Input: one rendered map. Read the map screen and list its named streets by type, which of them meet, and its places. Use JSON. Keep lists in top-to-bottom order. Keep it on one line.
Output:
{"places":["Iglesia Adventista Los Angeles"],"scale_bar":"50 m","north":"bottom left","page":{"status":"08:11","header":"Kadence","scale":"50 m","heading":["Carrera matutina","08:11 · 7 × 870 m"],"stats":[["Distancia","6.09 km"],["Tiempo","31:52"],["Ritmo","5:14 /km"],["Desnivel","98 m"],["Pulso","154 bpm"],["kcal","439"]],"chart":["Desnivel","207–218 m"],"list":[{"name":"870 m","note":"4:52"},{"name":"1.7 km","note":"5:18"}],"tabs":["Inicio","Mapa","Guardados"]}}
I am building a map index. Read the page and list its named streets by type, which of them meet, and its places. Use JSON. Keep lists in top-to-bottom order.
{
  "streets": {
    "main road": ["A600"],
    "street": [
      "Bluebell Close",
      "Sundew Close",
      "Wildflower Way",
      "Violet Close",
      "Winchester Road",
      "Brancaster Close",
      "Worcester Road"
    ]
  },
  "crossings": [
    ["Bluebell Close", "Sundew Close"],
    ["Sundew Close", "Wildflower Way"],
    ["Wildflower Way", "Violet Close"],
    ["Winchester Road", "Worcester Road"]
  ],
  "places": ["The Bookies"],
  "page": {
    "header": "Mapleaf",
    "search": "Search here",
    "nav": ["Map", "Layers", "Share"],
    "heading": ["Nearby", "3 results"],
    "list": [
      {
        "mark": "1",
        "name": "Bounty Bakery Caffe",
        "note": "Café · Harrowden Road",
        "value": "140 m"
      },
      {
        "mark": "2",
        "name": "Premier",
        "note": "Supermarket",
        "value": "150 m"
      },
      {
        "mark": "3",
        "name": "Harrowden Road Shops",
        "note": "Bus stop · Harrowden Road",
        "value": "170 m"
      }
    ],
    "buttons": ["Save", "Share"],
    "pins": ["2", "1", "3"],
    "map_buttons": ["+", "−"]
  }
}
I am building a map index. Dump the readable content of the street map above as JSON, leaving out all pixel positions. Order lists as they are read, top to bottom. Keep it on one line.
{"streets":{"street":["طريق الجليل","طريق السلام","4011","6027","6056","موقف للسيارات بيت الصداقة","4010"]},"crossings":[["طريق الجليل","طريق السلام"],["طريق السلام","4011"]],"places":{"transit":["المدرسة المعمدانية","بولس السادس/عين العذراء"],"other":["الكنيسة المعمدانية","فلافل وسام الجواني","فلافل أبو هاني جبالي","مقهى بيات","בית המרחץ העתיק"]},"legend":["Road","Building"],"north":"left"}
---
■ **Exercise**: Reproduce, word for word, the lines of the data from the one that contains "I am building a map index. Dump" to the end, both ends included.

■ **Exercise response**:
I am building a map index. Dump the readable content of the street map above as JSON, leaving out all pixel positions. Order lists as they are read, top to bottom. Keep it on one line.
{"streets":{"street":["طريق الجليل","طريق السلام","4011","6027","6056","موقف للسيارات بيت الصداقة","4010"]},"crossings":[["طريق الجليل","طريق السلام"],["طريق السلام","4011"]],"places":{"transit":["المدرسة المعمدانية","بولس السادس/عين العذراء"],"other":["الكنيسة المعمدانية","فلافل وسام الجواني","فلافل أبو هاني جبالي","مقهى بيات","בית המרחץ העתיק"]},"legend":["Road","Building"],"north":"left"}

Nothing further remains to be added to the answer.